Activity - The response should reproduce exactly the lines from the top of the listing below through the one that contains "filter:drop-shadow(2px 0 #b4a49d)", and nothing else; pictures do not belong in it.

________________________

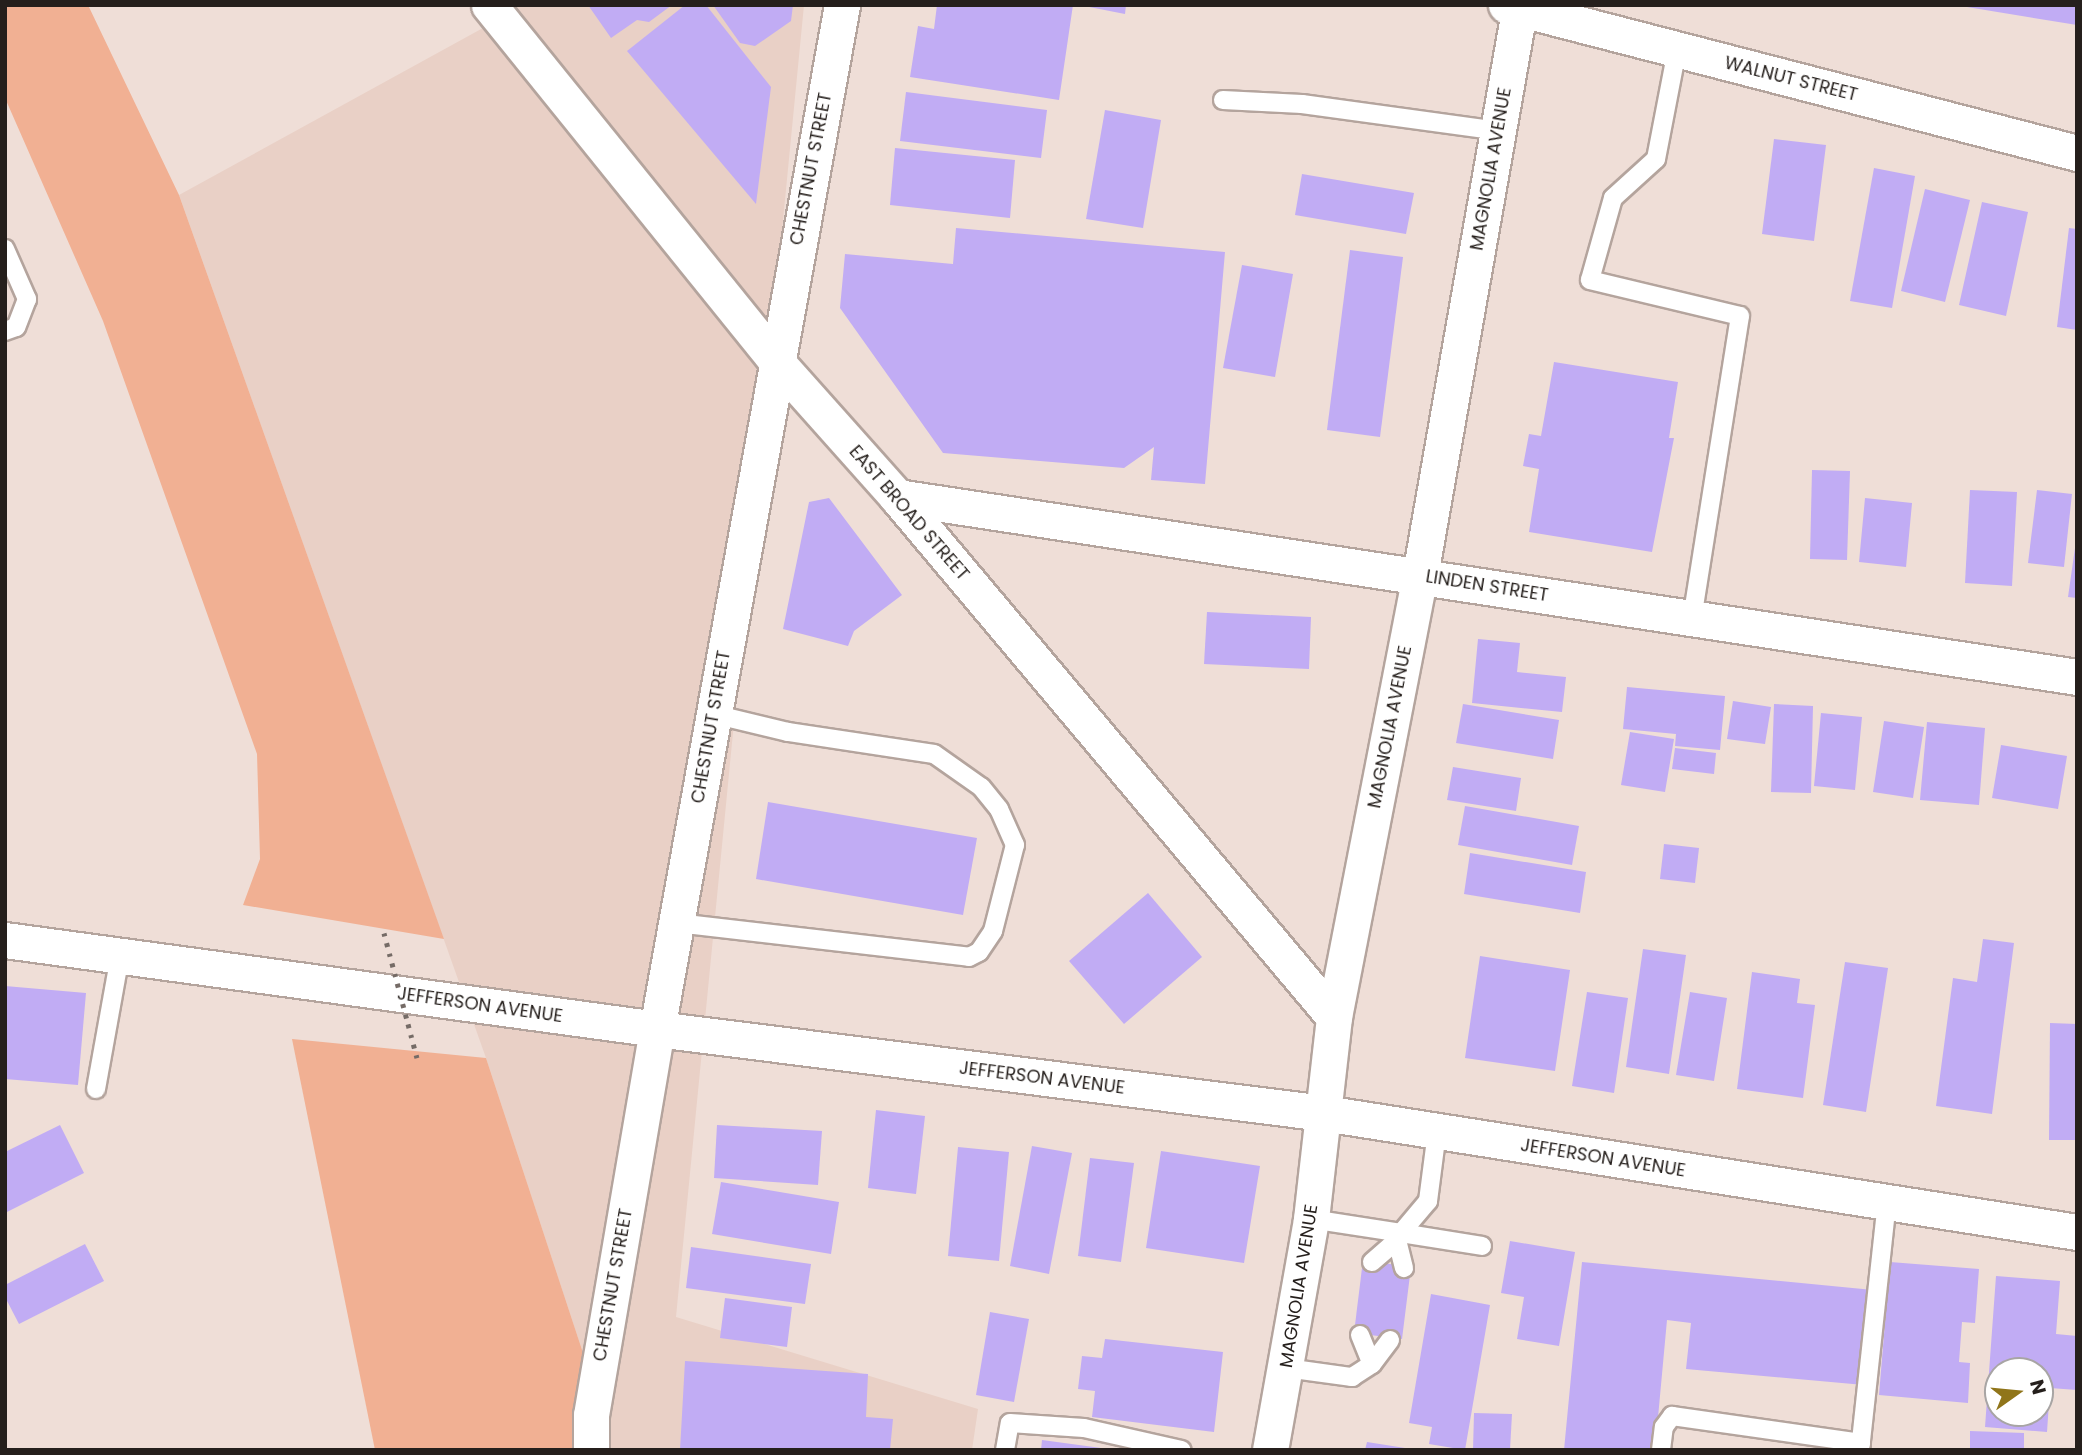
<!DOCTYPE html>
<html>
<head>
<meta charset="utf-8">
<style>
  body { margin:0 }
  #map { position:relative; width:2082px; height:1455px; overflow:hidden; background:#efded7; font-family:Poppins,sans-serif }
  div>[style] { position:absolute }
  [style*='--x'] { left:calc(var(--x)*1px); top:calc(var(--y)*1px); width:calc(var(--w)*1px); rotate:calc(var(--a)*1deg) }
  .built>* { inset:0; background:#e9d0c6 }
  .green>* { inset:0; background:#f1b093 }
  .building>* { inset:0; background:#c1acf4 }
  .roads { filter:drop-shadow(2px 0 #b4a49d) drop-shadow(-2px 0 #b4a49d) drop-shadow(0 2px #b4a49d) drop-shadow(0 -2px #b4a49d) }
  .lane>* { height:18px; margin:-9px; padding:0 9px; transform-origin:9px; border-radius:9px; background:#fff }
  .street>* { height:35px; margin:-17.5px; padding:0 17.5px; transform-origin:17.5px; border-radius:17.5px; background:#fff }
  .rail>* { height:5px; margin-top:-2.5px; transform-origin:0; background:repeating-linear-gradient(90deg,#756b66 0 3.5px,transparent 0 10.5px) }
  span { translate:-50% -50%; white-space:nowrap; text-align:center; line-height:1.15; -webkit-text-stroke:5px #fff; paint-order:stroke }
  .street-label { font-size:18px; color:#251f1c }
  .frame { position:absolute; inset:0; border:7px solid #251f1c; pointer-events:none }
  .north { position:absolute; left:1984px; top:1357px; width:70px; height:70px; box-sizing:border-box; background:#fff; border:2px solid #a8a5a4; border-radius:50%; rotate:75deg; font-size:19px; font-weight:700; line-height:28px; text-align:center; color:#251f1c }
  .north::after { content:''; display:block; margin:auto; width:24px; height:32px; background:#90751a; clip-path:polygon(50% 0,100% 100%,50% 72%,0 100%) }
</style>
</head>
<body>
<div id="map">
  <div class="built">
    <div style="clip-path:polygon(495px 5px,804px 5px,676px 1317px,978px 1409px,972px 1450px,573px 1450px,586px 1362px,486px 1058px,179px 195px,503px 17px)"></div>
  </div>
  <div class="green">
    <div style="clip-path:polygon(5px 5px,88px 5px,179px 195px,444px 939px,243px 905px,260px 859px,257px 754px,103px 321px,5px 98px)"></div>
    <div style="clip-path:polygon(292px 1039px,486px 1058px,586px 1362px,573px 1450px,375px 1450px)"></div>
  </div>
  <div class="building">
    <div style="clip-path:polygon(588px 5px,672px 5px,649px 22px,637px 20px,611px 38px)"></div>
    <div style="clip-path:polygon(685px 5px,706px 5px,771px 87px,756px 204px,627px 51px)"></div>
    <div style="clip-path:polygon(713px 5px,793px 5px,791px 21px,755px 46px,740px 43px)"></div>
    <div style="clip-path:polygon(937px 5px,1073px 5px,1059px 100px,910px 77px,918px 26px,934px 29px)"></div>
    <div style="clip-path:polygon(1079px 5px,1126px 5px,1125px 14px)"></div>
    <div style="clip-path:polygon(1967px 5px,2077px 5px,2077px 25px,1967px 7px)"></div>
    <div style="clip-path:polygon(906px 92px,1047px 110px,1041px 158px,900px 141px)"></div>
    <div style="clip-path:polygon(1105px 110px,1161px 120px,1143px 228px,1086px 219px)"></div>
    <div style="clip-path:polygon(1774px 139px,1826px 145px,1814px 241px,1762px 234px)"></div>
    <div style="clip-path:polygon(895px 148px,1015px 160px,1010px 218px,890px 205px)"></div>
    <div style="clip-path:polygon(1874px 168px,1915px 176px,1892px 308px,1850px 301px)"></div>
    <div style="clip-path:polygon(1302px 174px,1414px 193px,1406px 234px,1295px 215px)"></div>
    <div style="clip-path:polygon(1925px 189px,1970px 200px,1945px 302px,1901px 291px)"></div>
    <div style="clip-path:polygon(1982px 202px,2028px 212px,2006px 316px,1959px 305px)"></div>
    <div style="clip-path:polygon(956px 228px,1225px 252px,1205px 484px,1151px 480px,1154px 447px,1124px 468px,943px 453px,840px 308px,845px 254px,953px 264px)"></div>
    <div style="clip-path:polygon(2069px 228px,2077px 229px,2077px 330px,2057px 327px)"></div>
    <div style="clip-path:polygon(1350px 250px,1403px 257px,1380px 437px,1327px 430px)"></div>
    <div style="clip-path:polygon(1242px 265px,1293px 274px,1275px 377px,1223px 368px)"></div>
    <div style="clip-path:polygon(1554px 362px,1678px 382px,1669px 438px,1674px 438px,1652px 552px,1529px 532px,1539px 469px,1523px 466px,1529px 434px,1541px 436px)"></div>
    <div style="clip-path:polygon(1812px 470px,1850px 471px,1847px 560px,1810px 559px)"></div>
    <div style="clip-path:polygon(1970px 490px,2017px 492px,2012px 586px,1965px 583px)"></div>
    <div style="clip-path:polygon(2037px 490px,2072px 494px,2064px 567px,2028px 563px)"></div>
    <div style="clip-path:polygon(829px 498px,902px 595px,854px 631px,848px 646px,783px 629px,809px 502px)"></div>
    <div style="clip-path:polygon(1865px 498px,1912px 503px,1906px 567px,1859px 562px)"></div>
    <div style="clip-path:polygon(2075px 548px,2077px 548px,2077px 598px,2068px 597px)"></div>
    <div style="clip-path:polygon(1207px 612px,1311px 617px,1309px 669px,1204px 664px)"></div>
    <div style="clip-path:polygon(1478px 639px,1520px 643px,1517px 672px,1566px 677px,1562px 712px,1472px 703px)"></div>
    <div style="clip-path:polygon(1627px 687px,1725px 696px,1720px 750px,1675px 746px,1676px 734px,1623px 729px)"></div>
    <div style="clip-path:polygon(1733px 701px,1771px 707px,1765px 744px,1727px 739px)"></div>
    <div style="clip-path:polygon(1463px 704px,1559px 720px,1553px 759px,1456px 743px)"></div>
    <div style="clip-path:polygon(1774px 704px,1813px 706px,1811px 793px,1771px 792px)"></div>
    <div style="clip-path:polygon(1821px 713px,1862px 717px,1855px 790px,1814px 786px)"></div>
    <div style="clip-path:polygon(1884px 721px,1924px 727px,1913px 798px,1873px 792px)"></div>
    <div style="clip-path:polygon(1927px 722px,1985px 728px,1979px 805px,1920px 800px)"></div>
    <div style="clip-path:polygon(1630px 732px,1674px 739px,1665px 792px,1621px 785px)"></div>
    <div style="clip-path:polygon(2001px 745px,2067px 756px,2058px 809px,1992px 798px)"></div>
    <div style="clip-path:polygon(1675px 748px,1716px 753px,1714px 774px,1672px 769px)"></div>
    <div style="clip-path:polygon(1453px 767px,1521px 778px,1516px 811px,1447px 800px)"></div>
    <div style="clip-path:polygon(768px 802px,977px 838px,963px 915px,756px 879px)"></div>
    <div style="clip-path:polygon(1465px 806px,1579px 826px,1572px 865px,1458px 845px)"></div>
    <div style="clip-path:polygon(1664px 844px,1699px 848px,1695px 883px,1660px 879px)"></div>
    <div style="clip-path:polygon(1470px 853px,1586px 872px,1580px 913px,1464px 894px)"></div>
    <div style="clip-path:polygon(1148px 893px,1202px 957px,1124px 1024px,1069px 961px)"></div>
    <div style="clip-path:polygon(1983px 939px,2014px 943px,1992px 1114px,1936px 1106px,1953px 978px,1977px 982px)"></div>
    <div style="clip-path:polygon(1643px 949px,1686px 955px,1669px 1074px,1626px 1067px)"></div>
    <div style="clip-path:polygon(1480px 956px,1570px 970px,1555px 1071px,1465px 1058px)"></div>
    <div style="clip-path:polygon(1845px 962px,1888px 968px,1866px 1112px,1823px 1105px)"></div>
    <div style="clip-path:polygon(1752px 972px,1800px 979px,1797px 1003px,1815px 1005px,1803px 1098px,1737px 1089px)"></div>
    <div style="clip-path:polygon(5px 986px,86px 993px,78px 1085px,5px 1079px)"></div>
    <div style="clip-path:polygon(1587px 992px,1628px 998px,1614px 1093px,1572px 1086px)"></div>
    <div style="clip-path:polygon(1690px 992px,1727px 998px,1714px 1081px,1676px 1075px)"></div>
    <div style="clip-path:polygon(2050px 1023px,2077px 1024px,2077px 1140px,2049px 1140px)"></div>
    <div style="clip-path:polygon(876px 1110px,925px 1116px,916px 1194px,868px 1188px)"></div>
    <div style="clip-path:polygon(60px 1125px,84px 1173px,5px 1213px,5px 1152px)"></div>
    <div style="clip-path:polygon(717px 1125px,822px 1131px,818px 1185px,714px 1178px)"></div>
    <div style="clip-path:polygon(1032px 1146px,1072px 1153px,1049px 1274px,1010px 1266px)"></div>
    <div style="clip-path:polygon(958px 1147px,1009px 1152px,999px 1261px,948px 1256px)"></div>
    <div style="clip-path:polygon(1161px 1151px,1260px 1166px,1244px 1263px,1146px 1248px)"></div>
    <div style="clip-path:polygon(1090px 1158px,1134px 1163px,1121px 1262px,1078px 1256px)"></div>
    <div style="clip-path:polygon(721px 1182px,839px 1202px,831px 1254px,712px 1234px)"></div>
    <div style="clip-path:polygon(1510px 1241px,1575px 1252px,1559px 1346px,1517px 1339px,1524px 1297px,1501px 1293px)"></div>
    <div style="clip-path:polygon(85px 1244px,104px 1281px,19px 1324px,5px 1297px,5px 1285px)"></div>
    <div style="clip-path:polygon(691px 1247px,811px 1264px,805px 1304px,686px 1288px)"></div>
    <div style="clip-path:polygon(1363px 1260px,1411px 1267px,1402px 1339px,1354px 1333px)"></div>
    <div style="clip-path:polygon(1582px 1262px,1873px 1290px,1864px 1385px,1686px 1369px,1691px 1323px,1667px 1320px,1655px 1450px,1564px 1450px)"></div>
    <div style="clip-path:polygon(1890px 1262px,1979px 1269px,1975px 1323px,1962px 1322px,1959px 1362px,1970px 1363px,1968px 1403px,1879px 1395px)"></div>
    <div style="clip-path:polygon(evenodd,1996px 1276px,2060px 1281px,2056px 1334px,2077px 1336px,2077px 1390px,2050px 1388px,2047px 1432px,1985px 1427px,1996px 1276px,1998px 1371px,2040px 1371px,2040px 1413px,1998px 1413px,1998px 1371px)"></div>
    <div style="clip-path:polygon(1431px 1294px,1490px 1305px,1465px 1450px,1429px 1444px,1432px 1427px,1409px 1423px)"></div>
    <div style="clip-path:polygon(725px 1298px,792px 1307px,787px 1347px,720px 1338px)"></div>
    <div style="clip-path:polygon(990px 1312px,1029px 1319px,1014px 1402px,976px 1395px)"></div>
    <div style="clip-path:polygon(1105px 1339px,1223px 1352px,1214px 1432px,1092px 1417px,1095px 1391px,1078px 1389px,1082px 1356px,1102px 1358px)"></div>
    <div style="clip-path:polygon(685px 1361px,868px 1374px,866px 1417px,893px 1419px,890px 1450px,680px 1450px)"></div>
    <div style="clip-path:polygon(1474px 1413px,1512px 1414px,1510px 1450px,1473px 1450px)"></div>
    <div style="clip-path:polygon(1970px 1431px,2024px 1433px,2024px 1450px,1970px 1450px)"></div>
    <div style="clip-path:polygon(1042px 1440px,1101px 1448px,1101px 1450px,1041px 1450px)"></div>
    <div style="clip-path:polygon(1367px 1442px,1405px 1448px,1405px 1450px,1365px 1450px)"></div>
  </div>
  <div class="roads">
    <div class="lane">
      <div style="--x:1677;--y:50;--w:111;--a:100.9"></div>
      <div style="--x:1656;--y:159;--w:58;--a:137.8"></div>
      <div style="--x:1613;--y:198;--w:85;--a:105.7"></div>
      <div style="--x:1590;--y:280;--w:154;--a:13.5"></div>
      <div style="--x:1740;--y:316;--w:308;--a:99"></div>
      <div style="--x:1223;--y:100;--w:79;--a:2.9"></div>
      <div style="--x:1302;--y:104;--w:198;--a:7.8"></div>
      <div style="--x:5;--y:249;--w:55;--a:66.3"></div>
      <div style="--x:27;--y:299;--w:30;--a:111"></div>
      <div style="--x:16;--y:327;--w:12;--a:160"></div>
      <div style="--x:677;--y:923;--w:294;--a:6.6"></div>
      <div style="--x:969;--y:957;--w:11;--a:-27"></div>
      <div style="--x:979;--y:952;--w:25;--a:-56"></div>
      <div style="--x:993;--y:931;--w:89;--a:-75.7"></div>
      <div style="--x:1015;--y:845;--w:39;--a:-114"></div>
      <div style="--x:999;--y:809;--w:28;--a:-129"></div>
      <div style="--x:981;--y:787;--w:57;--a:-144.9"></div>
      <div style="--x:934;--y:754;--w:148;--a:-171.4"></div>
      <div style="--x:788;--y:732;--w:77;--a:-166.5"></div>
      <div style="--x:96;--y:1089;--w:136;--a:-79.8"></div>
      <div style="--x:1311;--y:1219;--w:91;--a:8.8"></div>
      <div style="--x:1401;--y:1233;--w:42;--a:-49.8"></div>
      <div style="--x:1428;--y:1201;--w:70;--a:-82.6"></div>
      <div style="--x:1397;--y:1240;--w:8;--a:-60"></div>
      <div style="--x:1401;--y:1233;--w:82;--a:9.1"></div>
      <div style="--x:1372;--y:1262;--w:33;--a:-41"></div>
      <div style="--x:1397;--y:1240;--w:29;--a:76"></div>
      <div style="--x:1360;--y:1335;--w:31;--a:68"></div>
      <div style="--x:1372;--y:1364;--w:30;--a:-53"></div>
      <div style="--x:1286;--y:1368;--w:67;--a:7.8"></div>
      <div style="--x:1352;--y:1377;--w:24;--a:-33"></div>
      <div style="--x:1005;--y:1450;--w:27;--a:-80"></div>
      <div style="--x:1010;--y:1423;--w:74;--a:3.9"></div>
      <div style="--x:1084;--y:1428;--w:100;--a:12.7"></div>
      <div style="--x:1661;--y:1450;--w:23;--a:-83"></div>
      <div style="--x:1664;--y:1427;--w:14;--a:-54"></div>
      <div style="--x:1672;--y:1416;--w:191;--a:8.1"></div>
      <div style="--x:1860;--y:1450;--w:248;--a:-83.8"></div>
    </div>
    <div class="street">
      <div style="--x:489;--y:5;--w:456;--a:51.1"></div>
      <div style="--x:775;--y:360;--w:183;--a:48.3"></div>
      <div style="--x:897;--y:497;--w:679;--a:49.96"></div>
      <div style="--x:1506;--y:5;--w:590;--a:14.53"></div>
      <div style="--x:897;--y:497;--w:1194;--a:8.67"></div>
      <div style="--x:5;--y:940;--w:658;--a:7.77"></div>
      <div style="--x:657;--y:1029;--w:672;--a:7.18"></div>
      <div style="--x:1324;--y:1113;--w:762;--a:8.98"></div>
      <div style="--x:591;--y:1450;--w:35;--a:-90"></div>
      <div style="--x:591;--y:1415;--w:392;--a:-80.3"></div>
      <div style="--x:657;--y:1029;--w:1041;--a:-79.76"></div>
      <div style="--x:1270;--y:1450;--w:235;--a:-79.9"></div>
      <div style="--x:1311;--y:1219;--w:203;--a:-83.5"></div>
      <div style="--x:1334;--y:1017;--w:450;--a:-79"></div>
      <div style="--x:1420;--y:575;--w:579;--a:-80.05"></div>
    </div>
  </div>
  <div class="rail">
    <div style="--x:384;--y:933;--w:133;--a:75.2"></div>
  </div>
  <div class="street-label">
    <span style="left:1791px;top:79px;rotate:14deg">WALNUT STREET</span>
    <span style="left:811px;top:169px;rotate:-79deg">CHESTNUT STREET</span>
    <span style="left:1491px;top:169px;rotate:-80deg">MAGNOLIA AVENUE</span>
    <span style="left:909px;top:513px;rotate:49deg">EAST BROAD STREET</span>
    <span style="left:1487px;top:586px;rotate:9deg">LINDEN STREET</span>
    <span style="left:711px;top:727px;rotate:-80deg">CHESTNUT STREET</span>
    <span style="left:1390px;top:727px;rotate:-79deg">MAGNOLIA AVENUE</span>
    <span style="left:480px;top:1005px;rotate:8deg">JEFFERSON AVENUE</span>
    <span style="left:1042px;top:1078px;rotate:7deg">JEFFERSON AVENUE</span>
    <span style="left:1603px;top:1158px;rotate:9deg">JEFFERSON AVENUE</span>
    <span style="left:613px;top:1285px;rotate:-80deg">CHESTNUT STREET</span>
    <span style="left:1299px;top:1286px;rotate:-81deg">MAGNOLIA AVENUE</span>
  </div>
  <div class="frame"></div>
  <div class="north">N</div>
</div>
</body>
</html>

________________________

Final answer -
<!DOCTYPE html>
<html>
<head>
<meta charset="utf-8">
<style>
  body { margin:0 }
  #map { position:relative; width:2082px; height:1455px; overflow:hidden; background:#efded7; font-family:Poppins,sans-serif }
  div>[style] { position:absolute }
  [style*='--x'] { left:calc(var(--x)*1px); top:calc(var(--y)*1px); width:calc(var(--w)*1px); rotate:calc(var(--a)*1deg) }
  .built>* { inset:0; background:#e9d0c6 }
  .green>* { inset:0; background:#f1b093 }
  .building>* { inset:0; background:#c1acf4 }
  .roads { filter:drop-shadow(2px 0 #b4a49d) drop-shadow(-2px 0 #b4a49d) drop-shadow(0 2px #b4a49d) drop-shadow(0 -2px #b4a49d) }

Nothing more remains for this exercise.